A class to manage file operations with Arweave, including downloading, uploading, and checking file existence.

Source code in src/ritual_arweave/file_manager.py
class FileManager:
    """
    A class to manage file operations with Arweave, including downloading,
    uploading, and checking file existence.
    """

    def __init__(
        self,
        api_url: str = DEFAULT_API_URL,
        wallet_path: str = "./wallet.json",
        logger: Callable[[str], None] = default_logger.info,
    ):
        """
        Initialize the FileManager with the given API URL, wallet path, and logger.

        Args:
            api_url (str): The URL of the Arweave API.
            wallet_path (str): The path to the wallet file.
            logger (Callable[[str], None]): A logging function.
        """
        self.api_url = api_url
        self.peer = Peer(self.api_url)
        self.wallet_path = wallet_path
        self.logger = logger

    @property
    def wallet(self) -> Wallet:
        """
        Load and return the wallet from the wallet path.

        Returns:
            Wallet: The loaded wallet.
        """
        return load_wallet(self.wallet_path, api_url=self.api_url)

    def download(self, pathname: str, txid: str) -> str:
        """
        Download an Arweave data transaction to a given path.

        Args:
            pathname (str): The path to download to.
            txid (str): The transaction ID of the data transaction.

        Returns:
            str: The absolute path of the downloaded file.

        Raises:
            FileNotReadyException: If the file is pending and not ready for download.
        """
        # Check if the file is pending
        r = requests.get(f"{self.api_url}/tx/{txid}")
        if r.status_code == 202:
            self.logger(f"file with txid {txid} is pending")
            raise FileNotReadyException(
                f"File with txid {txid} is pending.
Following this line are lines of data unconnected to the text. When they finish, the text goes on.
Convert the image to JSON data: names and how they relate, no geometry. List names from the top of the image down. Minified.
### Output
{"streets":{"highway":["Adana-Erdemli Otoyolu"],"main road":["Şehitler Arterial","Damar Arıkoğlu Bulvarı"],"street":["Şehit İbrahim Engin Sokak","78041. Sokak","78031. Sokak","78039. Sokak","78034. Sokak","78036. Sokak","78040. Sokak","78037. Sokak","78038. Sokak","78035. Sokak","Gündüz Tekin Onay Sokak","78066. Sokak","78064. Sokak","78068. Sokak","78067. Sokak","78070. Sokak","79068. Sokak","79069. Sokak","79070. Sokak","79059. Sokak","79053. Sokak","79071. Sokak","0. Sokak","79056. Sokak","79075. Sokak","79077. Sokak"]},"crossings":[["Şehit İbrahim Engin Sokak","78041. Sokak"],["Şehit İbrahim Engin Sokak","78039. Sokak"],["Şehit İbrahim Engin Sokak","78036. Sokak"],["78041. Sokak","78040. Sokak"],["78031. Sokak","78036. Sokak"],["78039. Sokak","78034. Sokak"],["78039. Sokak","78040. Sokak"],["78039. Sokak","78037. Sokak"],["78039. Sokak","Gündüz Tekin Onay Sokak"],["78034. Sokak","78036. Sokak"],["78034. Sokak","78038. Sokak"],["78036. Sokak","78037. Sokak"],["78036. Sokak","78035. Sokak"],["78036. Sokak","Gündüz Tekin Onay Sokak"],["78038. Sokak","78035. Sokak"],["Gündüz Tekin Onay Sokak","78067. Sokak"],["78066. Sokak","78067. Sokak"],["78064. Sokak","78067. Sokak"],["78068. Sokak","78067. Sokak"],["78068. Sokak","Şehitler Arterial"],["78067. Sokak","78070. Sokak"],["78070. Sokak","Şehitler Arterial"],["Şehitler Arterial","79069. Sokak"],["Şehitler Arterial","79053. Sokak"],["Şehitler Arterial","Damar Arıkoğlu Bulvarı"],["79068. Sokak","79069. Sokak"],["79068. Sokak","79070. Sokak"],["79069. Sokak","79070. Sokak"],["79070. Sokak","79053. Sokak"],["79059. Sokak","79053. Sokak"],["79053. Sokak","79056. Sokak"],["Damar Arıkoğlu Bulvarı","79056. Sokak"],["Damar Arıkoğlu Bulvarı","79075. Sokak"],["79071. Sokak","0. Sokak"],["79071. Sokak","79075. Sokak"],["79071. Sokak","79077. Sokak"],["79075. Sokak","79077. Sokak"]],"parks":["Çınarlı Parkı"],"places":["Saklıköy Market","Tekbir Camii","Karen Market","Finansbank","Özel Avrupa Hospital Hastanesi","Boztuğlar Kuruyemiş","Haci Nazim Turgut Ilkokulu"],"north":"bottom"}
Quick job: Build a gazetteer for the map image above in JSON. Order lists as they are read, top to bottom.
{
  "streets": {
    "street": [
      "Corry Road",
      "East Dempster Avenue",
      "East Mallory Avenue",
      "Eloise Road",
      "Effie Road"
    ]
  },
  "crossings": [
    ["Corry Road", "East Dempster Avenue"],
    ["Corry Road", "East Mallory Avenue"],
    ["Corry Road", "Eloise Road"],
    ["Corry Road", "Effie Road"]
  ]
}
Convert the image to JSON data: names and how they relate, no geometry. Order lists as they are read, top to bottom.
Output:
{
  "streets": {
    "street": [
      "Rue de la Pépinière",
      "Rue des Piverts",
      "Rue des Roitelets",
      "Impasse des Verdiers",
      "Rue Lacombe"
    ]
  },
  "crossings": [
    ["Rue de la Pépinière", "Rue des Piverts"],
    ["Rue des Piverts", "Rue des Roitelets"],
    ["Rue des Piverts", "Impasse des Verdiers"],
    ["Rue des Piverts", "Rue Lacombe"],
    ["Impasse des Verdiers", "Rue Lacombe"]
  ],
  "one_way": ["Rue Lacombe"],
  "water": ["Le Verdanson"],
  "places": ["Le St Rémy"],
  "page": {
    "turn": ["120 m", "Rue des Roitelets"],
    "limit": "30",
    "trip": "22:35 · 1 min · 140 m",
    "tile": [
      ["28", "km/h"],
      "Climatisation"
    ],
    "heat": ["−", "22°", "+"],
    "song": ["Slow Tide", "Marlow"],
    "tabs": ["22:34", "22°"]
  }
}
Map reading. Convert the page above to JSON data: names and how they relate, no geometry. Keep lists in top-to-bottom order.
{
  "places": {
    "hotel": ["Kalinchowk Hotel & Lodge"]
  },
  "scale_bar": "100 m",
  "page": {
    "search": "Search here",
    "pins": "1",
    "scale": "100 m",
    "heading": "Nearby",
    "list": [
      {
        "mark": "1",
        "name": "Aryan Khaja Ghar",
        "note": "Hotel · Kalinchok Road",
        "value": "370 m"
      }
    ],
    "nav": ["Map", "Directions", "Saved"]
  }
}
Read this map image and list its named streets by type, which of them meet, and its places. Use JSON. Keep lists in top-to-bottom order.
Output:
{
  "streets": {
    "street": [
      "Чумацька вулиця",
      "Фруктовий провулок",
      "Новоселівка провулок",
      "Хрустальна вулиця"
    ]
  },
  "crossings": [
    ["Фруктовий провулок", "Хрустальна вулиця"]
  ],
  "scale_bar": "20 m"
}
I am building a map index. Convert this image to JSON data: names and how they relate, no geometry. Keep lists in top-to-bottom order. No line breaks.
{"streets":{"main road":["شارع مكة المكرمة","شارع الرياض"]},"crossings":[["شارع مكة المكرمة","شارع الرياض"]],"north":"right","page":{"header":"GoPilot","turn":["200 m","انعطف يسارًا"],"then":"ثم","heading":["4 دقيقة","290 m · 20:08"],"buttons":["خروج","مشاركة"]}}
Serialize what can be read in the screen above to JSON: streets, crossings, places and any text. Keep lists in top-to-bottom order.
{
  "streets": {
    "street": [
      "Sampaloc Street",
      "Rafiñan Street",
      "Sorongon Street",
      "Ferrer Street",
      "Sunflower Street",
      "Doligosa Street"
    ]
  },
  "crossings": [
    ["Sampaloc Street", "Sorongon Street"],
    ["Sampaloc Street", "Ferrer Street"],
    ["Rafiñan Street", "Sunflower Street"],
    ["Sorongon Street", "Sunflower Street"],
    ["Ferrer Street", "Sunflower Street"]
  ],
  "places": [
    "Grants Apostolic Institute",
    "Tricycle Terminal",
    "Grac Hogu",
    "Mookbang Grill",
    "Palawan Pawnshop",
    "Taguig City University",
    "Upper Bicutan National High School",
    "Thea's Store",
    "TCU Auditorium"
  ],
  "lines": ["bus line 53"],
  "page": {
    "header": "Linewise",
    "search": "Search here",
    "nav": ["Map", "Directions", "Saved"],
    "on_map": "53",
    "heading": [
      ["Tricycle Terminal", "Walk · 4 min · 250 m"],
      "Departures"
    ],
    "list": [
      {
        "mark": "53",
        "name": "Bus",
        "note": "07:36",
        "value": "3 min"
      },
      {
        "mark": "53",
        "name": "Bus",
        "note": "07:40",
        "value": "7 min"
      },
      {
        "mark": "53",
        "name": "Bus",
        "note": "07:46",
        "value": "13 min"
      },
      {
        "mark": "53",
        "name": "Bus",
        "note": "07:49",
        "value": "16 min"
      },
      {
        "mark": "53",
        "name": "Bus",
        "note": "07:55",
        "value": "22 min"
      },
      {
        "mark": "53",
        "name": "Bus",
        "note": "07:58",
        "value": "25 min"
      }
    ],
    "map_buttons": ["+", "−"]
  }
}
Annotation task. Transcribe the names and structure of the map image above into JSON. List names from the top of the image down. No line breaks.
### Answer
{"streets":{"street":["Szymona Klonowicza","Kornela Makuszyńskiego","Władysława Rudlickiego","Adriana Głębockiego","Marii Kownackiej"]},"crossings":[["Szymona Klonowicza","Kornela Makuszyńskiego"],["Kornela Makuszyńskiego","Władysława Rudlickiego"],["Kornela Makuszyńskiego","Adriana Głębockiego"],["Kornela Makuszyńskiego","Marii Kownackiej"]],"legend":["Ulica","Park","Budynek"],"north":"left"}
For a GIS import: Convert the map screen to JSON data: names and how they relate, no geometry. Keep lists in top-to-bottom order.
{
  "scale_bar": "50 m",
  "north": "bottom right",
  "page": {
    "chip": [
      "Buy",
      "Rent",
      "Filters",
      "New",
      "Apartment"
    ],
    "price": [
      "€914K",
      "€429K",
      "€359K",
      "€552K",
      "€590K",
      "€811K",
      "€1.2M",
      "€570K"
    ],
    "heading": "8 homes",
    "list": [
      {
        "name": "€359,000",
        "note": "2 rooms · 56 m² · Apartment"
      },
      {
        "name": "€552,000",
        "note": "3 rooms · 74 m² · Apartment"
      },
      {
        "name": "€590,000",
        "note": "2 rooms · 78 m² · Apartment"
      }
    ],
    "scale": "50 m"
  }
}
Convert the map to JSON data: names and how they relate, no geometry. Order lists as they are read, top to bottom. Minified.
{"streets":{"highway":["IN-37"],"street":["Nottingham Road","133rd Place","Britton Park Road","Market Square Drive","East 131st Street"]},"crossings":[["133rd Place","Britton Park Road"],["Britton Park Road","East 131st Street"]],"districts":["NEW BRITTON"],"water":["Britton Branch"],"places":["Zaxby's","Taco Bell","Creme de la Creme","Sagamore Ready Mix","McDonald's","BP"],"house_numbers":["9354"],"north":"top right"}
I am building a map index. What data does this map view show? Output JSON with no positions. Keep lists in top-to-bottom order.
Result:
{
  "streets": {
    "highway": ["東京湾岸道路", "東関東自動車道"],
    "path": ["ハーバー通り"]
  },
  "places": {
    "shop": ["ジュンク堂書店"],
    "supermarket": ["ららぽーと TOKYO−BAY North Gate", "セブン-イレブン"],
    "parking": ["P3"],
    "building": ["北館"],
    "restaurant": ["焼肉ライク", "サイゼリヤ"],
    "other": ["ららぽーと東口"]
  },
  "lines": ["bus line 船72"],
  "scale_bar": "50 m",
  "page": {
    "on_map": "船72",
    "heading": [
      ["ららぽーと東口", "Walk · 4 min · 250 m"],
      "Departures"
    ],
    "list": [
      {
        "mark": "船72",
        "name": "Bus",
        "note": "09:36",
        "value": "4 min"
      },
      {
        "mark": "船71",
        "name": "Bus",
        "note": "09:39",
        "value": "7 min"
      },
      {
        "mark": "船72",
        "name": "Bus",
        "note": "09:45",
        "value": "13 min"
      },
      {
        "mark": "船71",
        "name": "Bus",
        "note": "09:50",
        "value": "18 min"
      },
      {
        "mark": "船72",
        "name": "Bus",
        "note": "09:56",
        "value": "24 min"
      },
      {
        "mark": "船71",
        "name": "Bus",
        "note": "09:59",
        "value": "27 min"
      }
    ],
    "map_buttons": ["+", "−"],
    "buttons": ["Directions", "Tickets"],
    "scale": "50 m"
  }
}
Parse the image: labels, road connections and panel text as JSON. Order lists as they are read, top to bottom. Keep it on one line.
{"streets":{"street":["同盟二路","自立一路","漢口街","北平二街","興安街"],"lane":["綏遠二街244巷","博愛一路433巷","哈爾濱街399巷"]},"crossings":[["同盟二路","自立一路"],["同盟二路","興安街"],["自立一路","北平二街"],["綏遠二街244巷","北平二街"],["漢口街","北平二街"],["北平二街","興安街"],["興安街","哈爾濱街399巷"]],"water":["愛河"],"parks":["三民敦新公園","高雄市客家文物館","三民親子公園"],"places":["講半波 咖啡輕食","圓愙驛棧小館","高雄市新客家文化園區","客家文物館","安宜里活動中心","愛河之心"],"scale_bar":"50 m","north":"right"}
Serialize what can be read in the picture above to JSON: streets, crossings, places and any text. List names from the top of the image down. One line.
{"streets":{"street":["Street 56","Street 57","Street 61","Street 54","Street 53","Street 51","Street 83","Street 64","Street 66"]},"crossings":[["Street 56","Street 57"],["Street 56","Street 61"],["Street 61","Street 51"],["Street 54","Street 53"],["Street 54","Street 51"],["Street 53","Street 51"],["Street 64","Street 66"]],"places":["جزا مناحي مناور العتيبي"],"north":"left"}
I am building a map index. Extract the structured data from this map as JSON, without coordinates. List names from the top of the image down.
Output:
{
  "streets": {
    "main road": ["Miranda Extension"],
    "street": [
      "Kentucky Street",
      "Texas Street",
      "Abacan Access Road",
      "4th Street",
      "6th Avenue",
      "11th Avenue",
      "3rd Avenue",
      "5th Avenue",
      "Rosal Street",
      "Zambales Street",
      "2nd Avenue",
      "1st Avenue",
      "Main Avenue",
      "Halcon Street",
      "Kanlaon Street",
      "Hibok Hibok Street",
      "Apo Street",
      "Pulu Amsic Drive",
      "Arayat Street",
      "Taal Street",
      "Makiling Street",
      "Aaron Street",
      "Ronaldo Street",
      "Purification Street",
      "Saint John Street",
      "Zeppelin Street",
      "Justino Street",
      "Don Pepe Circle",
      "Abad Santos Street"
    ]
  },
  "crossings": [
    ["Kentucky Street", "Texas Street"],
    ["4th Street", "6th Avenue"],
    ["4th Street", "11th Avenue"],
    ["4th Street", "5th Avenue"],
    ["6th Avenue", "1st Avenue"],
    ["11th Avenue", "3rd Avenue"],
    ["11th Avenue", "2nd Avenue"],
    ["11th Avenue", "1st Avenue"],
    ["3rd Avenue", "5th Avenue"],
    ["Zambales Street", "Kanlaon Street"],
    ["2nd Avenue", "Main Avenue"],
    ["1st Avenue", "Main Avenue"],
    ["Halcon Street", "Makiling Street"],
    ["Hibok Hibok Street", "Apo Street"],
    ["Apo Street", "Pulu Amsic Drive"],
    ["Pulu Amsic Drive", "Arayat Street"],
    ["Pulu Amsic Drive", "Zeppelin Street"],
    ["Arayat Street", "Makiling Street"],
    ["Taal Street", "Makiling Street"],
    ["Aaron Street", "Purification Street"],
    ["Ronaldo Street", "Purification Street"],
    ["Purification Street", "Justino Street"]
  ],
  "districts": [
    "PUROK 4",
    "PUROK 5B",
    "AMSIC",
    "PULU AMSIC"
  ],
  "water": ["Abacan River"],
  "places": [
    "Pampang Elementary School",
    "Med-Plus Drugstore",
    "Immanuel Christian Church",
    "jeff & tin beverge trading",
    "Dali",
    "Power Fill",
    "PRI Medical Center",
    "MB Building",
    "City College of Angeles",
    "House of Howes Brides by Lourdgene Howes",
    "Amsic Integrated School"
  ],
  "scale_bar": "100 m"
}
It has not reached finality yet."
            )

        loaded_bytes = 0

        with open(pathname, "wb") as binary_file:
            try:
                # Try downloading the transaction data directly from the default data
                # endpoint
                data = self.peer.data(txid)

                # Write downloaded file to disk
                binary_file.write(data)

                return os.path.abspath(pathname)
            except Exception:
                self.logger(
                    f"failed to download transaction data for {txid} directly."
                    + " Will try downloading in chunks."
                )

            """
             if we are unable to download files directly, likely the file is too big.
             we can download in chunks.
             To do so, start with the end offset and fetch a chunk.
             Subtract its size from the transaction size.
             If there are more chunks to fetch, subtract the size of the chunk
             from the offset and fetch the next chunk.
             Note that chunks seem to take some time to be
             available even after a transaction may be finalized.
             For more information see:
             https://docs.arweave.org/developers/arweave-node-server/http-api
            """

            chunk_offset: dict[str, int] = self.peer.tx_offset(txid)
            size: int = chunk_offset["size"]
            startOffset: int = chunk_offset["offset"] - size + 1

            if size < MAX_NODE_BYTES:
                # If the size is less than the maximum node download size
                # just download the file to disk via the tx_data endpoint
                # which purportedly downloads files regardless of how it
                # was uploaded (but has this size limitation)
                data = self.peer.tx_data(txid)
                binary_file.write(data)
            else:
                with tqdm(total=size) as pbar:
                    while loaded_bytes < size:
                        # Download this chunk
                        chunkData = self.peer.chunk(startOffset + loaded_bytes)["chunk"]
                        # Arweave files use b64 encoding. We decode the chunk here
                        chunkDataDec = b64dec(chunkData)
                        # Write the part of the file to disk
                        binary_file.write(chunkDataDec)
                        # Update offset to subtract from file size
                        loaded_bytes += len(chunkDataDec)
                        # Update progress bar
                        pbar.update(len(chunkDataDec))

            return os.path.abspath(pathname)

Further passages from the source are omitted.